Items from a dataset:
<<<<

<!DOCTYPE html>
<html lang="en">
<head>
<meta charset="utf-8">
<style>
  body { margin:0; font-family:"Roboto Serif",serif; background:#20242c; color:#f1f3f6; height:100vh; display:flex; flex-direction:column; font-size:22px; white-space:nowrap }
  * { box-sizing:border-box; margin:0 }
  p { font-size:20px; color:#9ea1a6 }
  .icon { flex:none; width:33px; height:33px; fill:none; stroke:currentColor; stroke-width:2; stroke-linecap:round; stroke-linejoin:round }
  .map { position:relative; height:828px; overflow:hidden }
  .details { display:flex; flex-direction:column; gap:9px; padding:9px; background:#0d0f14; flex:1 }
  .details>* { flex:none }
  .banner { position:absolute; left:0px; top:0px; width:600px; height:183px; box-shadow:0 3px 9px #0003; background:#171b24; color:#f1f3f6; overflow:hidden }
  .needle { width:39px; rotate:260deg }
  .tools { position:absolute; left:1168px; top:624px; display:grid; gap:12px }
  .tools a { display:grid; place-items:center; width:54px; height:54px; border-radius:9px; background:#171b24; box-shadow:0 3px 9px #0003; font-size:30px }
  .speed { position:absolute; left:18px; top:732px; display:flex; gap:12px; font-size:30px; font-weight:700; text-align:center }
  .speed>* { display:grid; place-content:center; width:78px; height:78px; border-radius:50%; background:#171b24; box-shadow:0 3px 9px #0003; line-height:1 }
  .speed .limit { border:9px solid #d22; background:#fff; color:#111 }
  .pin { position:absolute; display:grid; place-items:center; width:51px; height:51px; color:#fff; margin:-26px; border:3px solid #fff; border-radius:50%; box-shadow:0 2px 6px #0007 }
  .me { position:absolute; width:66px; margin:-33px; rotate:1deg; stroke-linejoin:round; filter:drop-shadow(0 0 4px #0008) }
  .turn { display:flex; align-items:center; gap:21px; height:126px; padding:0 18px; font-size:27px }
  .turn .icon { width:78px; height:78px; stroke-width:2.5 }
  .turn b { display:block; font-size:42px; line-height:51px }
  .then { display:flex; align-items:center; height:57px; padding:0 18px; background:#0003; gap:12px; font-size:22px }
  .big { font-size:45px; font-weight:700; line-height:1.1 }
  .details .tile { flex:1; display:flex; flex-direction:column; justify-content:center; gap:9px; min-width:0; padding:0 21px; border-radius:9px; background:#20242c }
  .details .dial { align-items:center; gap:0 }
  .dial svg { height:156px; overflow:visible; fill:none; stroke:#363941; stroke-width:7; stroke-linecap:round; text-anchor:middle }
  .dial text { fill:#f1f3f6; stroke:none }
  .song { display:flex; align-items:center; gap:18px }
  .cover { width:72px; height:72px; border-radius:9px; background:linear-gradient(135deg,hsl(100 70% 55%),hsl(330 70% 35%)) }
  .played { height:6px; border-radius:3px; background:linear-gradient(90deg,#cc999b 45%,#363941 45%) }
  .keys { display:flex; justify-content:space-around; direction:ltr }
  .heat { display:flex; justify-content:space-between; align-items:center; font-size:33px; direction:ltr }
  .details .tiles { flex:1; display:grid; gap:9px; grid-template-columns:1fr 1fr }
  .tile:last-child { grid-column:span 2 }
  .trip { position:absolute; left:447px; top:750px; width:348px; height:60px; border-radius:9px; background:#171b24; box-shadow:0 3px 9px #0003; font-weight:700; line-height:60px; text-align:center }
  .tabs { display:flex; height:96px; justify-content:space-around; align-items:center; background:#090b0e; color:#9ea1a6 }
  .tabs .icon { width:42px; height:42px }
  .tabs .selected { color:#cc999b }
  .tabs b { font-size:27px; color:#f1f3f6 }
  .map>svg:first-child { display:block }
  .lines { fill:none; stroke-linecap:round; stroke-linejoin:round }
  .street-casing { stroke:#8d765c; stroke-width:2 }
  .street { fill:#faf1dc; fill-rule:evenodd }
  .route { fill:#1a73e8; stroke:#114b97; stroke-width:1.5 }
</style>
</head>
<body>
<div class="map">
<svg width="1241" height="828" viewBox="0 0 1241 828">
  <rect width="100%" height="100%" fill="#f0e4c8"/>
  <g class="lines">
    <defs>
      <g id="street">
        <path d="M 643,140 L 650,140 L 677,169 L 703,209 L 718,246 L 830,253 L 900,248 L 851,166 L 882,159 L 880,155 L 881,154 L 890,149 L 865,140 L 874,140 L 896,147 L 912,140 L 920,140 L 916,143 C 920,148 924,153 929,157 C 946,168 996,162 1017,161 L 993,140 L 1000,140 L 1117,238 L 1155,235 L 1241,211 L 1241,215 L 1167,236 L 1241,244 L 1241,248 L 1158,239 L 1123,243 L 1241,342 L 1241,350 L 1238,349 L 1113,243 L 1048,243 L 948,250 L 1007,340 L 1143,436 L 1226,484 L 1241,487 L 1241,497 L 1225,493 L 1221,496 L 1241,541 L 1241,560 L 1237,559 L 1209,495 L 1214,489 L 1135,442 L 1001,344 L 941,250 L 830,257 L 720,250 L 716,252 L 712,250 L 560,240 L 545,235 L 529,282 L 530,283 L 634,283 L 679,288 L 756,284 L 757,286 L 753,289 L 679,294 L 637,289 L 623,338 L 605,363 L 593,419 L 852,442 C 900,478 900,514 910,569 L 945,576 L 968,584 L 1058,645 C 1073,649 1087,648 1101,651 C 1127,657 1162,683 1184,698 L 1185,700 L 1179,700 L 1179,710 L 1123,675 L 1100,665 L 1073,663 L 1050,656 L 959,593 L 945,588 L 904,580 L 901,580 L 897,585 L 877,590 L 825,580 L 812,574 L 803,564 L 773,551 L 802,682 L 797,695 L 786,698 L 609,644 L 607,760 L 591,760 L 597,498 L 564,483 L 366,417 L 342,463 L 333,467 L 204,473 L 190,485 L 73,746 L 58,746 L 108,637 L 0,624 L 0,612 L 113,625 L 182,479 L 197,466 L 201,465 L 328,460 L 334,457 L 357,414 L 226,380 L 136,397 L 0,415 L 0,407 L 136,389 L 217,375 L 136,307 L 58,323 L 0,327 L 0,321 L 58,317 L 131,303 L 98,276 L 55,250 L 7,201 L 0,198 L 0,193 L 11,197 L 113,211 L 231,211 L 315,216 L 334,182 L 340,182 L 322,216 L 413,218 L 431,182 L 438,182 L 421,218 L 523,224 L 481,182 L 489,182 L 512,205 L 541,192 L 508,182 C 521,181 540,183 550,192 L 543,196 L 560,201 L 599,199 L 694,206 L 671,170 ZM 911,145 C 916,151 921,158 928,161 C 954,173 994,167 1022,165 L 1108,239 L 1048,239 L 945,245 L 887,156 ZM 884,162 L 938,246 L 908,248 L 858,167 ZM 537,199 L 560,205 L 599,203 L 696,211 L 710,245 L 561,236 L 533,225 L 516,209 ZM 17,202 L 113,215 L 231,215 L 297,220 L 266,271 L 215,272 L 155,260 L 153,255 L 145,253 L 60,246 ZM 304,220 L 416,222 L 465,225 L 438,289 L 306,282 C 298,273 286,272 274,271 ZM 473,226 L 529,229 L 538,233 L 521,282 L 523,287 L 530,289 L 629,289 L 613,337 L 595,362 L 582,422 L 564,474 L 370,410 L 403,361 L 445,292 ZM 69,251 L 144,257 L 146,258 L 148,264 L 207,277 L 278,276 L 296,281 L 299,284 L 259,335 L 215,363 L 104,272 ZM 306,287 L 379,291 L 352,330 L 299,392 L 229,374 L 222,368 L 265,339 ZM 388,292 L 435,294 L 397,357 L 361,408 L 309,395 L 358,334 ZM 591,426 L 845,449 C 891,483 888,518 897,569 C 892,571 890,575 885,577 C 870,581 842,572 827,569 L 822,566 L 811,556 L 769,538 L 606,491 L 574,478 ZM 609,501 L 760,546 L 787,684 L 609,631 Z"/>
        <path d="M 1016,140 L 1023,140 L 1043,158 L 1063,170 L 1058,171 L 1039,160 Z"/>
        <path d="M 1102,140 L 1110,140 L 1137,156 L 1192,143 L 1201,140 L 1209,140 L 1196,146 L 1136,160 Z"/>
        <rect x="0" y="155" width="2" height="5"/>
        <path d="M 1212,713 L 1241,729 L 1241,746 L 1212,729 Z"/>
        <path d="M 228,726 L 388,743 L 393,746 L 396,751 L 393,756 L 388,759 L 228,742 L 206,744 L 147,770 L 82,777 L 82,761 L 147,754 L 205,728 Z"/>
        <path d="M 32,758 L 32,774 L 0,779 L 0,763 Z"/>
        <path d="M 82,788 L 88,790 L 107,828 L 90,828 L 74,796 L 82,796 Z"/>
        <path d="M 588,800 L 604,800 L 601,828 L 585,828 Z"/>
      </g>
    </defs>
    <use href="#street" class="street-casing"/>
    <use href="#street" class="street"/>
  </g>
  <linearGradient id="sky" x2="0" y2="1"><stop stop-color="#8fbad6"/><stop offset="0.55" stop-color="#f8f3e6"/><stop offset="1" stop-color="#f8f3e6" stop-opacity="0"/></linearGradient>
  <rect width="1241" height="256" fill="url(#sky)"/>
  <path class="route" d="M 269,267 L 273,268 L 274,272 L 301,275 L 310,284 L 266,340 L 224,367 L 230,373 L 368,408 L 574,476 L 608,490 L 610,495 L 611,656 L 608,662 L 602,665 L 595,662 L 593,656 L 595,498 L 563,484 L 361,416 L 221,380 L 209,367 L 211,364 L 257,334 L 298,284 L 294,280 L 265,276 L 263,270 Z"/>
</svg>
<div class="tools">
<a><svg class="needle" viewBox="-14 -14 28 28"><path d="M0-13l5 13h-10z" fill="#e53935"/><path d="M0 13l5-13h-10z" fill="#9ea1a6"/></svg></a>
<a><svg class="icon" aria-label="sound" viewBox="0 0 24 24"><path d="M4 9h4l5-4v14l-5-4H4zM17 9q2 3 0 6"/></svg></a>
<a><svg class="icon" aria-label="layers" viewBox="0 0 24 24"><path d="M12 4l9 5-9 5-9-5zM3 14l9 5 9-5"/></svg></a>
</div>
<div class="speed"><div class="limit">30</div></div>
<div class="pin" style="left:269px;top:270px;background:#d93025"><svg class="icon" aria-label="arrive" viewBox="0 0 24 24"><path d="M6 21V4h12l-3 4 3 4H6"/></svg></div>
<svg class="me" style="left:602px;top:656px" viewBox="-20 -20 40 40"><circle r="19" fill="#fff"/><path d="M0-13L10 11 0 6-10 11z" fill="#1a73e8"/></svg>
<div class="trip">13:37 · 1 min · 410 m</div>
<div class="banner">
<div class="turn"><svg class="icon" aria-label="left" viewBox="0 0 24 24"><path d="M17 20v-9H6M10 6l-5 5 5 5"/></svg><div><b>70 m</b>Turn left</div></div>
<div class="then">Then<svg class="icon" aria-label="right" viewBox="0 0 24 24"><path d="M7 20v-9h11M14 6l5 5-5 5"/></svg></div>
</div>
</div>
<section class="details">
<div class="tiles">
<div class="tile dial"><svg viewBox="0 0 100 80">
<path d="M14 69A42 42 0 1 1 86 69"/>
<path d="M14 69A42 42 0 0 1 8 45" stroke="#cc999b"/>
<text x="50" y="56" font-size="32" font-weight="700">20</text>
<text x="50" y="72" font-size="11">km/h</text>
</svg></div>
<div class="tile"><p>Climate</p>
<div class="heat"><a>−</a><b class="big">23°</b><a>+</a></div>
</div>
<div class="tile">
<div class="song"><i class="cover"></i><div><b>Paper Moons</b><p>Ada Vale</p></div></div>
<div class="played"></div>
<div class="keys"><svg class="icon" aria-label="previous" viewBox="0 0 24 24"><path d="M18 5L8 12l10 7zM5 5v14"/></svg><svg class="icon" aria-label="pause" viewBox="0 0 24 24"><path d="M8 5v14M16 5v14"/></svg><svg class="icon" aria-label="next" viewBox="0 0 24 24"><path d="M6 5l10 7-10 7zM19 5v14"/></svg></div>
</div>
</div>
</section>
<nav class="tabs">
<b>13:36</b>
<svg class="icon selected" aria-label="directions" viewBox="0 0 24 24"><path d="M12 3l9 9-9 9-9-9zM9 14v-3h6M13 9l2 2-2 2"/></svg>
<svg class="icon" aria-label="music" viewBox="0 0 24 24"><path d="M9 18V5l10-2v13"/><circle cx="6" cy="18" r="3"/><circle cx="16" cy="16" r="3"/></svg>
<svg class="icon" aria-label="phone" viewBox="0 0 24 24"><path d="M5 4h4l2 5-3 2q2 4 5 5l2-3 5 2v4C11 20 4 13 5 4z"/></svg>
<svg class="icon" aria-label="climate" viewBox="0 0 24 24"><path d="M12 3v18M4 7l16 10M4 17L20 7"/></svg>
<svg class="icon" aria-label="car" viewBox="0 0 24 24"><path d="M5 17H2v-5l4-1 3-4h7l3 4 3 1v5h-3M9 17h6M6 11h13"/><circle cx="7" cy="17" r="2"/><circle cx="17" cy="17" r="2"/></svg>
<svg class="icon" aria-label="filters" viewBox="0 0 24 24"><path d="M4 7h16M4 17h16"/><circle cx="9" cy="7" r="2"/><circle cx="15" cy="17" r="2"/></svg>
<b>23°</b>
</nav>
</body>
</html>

>>>>

EXERCISE AIM:
Look back at the entries above and repeat, unchanged, every line from the line holding "display:grid; place-content:center; width:78px;" through the line holding "display:flex; align-items:center; gap:18px".

OUTPUT FOR THIS TASK:
  .speed>* { display:grid; place-content:center; width:78px; height:78px; border-radius:50%; background:#171b24; box-shadow:0 3px 9px #0003; line-height:1 }
  .speed .limit { border:9px solid #d22; background:#fff; color:#111 }
  .pin { position:absolute; display:grid; place-items:center; width:51px; height:51px; color:#fff; margin:-26px; border:3px solid #fff; border-radius:50%; box-shadow:0 2px 6px #0007 }
  .me { position:absolute; width:66px; margin:-33px; rotate:1deg; stroke-linejoin:round; filter:drop-shadow(0 0 4px #0008) }
  .turn { display:flex; align-items:center; gap:21px; height:126px; padding:0 18px; font-size:27px }
  .turn .icon { width:78px; height:78px; stroke-width:2.5 }
  .turn b { display:block; font-size:42px; line-height:51px }
  .then { display:flex; align-items:center; height:57px; padding:0 18px; background:#0003; gap:12px; font-size:22px }
  .big { font-size:45px; font-weight:700; line-height:1.1 }
  .details .tile { flex:1; display:flex; flex-direction:column; justify-content:center; gap:9px; min-width:0; padding:0 21px; border-radius:9px; background:#20242c }
  .details .dial { align-items:center; gap:0 }
  .dial svg { height:156px; overflow:visible; fill:none; stroke:#363941; stroke-width:7; stroke-linecap:round; text-anchor:middle }
  .dial text { fill:#f1f3f6; stroke:none }
  .song { display:flex; align-items:center; gap:18px }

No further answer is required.